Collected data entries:
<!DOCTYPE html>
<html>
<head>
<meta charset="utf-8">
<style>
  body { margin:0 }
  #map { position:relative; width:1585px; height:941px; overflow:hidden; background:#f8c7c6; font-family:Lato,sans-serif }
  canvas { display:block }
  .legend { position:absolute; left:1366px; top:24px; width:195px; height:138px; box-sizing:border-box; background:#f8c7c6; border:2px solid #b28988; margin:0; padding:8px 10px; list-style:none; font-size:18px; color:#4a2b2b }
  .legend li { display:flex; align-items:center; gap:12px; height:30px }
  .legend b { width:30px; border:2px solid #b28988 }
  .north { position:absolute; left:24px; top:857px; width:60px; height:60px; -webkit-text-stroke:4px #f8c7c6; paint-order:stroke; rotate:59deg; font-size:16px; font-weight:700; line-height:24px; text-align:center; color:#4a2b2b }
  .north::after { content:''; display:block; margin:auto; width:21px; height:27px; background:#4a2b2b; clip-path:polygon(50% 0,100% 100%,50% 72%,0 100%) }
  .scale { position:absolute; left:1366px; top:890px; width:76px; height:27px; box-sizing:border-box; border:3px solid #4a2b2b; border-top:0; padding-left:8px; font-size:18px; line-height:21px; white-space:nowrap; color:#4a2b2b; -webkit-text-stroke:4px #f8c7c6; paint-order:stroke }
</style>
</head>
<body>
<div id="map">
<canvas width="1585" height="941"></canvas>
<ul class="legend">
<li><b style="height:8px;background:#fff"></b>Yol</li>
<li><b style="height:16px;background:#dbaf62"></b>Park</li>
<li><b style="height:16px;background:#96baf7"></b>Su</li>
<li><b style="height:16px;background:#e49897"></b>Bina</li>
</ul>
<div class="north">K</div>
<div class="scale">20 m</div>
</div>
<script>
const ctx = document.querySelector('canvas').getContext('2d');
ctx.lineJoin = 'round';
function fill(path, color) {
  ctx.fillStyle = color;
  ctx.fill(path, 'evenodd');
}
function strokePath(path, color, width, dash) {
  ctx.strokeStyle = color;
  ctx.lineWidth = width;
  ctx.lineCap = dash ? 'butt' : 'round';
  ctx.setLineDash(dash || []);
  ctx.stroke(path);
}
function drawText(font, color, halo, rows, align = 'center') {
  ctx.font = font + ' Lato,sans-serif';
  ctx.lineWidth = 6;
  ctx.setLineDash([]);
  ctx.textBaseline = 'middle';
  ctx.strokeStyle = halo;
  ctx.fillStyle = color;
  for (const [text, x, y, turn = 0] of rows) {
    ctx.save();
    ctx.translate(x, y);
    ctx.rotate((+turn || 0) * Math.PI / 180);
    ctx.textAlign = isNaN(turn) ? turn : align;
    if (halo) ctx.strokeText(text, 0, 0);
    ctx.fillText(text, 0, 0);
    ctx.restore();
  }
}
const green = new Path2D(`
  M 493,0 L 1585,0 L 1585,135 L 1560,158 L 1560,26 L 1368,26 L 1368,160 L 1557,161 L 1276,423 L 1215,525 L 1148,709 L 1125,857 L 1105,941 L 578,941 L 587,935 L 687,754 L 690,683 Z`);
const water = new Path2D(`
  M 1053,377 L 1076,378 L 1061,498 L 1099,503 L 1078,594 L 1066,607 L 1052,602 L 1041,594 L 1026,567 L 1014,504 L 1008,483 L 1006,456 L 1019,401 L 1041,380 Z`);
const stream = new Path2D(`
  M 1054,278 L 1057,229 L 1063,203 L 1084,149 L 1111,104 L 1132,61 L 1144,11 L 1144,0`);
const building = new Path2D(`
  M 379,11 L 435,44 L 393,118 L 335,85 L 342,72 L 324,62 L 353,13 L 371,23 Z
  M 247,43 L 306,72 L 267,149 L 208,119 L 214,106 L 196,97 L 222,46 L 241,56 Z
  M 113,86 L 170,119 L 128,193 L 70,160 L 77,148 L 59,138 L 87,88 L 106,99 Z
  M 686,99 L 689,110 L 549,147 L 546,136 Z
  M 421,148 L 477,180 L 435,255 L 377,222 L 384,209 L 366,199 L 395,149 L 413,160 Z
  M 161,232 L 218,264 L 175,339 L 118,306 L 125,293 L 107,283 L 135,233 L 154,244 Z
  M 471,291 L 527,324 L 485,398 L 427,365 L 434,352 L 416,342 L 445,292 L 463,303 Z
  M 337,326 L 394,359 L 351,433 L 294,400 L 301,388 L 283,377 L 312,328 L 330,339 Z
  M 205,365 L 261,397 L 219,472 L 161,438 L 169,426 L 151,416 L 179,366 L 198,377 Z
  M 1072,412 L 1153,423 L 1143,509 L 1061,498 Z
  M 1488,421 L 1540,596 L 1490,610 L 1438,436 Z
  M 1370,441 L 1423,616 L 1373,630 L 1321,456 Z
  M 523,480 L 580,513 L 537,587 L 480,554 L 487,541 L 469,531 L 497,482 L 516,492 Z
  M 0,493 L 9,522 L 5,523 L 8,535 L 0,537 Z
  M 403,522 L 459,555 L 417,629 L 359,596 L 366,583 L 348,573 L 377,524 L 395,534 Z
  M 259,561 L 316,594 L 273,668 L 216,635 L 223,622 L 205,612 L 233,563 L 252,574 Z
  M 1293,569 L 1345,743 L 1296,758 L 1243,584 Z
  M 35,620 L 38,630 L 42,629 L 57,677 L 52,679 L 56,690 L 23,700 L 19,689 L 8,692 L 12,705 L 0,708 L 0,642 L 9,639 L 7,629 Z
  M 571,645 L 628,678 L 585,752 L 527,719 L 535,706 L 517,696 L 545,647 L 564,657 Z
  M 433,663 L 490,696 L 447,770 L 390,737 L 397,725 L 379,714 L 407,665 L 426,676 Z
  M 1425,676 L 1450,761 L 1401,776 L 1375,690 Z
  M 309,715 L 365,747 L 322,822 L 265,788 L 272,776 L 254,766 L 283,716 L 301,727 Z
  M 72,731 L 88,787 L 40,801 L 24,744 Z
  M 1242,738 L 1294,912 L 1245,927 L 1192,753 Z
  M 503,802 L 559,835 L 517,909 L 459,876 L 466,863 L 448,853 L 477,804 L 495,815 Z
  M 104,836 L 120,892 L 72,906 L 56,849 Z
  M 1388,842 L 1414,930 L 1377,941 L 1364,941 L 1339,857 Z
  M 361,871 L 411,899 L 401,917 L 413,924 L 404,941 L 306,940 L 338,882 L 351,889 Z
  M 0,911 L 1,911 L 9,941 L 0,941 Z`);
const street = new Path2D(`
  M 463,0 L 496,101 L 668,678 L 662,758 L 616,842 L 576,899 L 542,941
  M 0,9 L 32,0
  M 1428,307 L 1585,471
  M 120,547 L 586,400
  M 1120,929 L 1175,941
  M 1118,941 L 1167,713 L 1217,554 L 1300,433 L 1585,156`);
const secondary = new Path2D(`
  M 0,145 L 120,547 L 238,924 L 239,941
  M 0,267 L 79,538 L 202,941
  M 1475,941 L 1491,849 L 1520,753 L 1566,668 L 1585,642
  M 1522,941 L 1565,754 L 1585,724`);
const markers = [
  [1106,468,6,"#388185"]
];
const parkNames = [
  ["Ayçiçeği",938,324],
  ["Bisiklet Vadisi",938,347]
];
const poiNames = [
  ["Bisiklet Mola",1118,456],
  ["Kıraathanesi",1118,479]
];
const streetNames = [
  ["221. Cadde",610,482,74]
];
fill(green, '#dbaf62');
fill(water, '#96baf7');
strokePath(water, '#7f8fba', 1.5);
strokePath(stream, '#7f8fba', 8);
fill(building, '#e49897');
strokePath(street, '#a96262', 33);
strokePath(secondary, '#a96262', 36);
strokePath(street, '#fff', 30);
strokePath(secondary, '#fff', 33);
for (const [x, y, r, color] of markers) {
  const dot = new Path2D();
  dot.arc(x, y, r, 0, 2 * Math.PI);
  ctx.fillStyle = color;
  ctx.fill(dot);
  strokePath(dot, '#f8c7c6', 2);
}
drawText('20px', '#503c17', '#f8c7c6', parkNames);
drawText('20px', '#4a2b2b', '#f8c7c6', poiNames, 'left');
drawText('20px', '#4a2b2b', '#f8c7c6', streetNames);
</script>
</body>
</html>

> TASK OBJECTIVE
State the count of lines above containing the string "setLineDash", and add nothing to it.

> COMPLETED TASK
2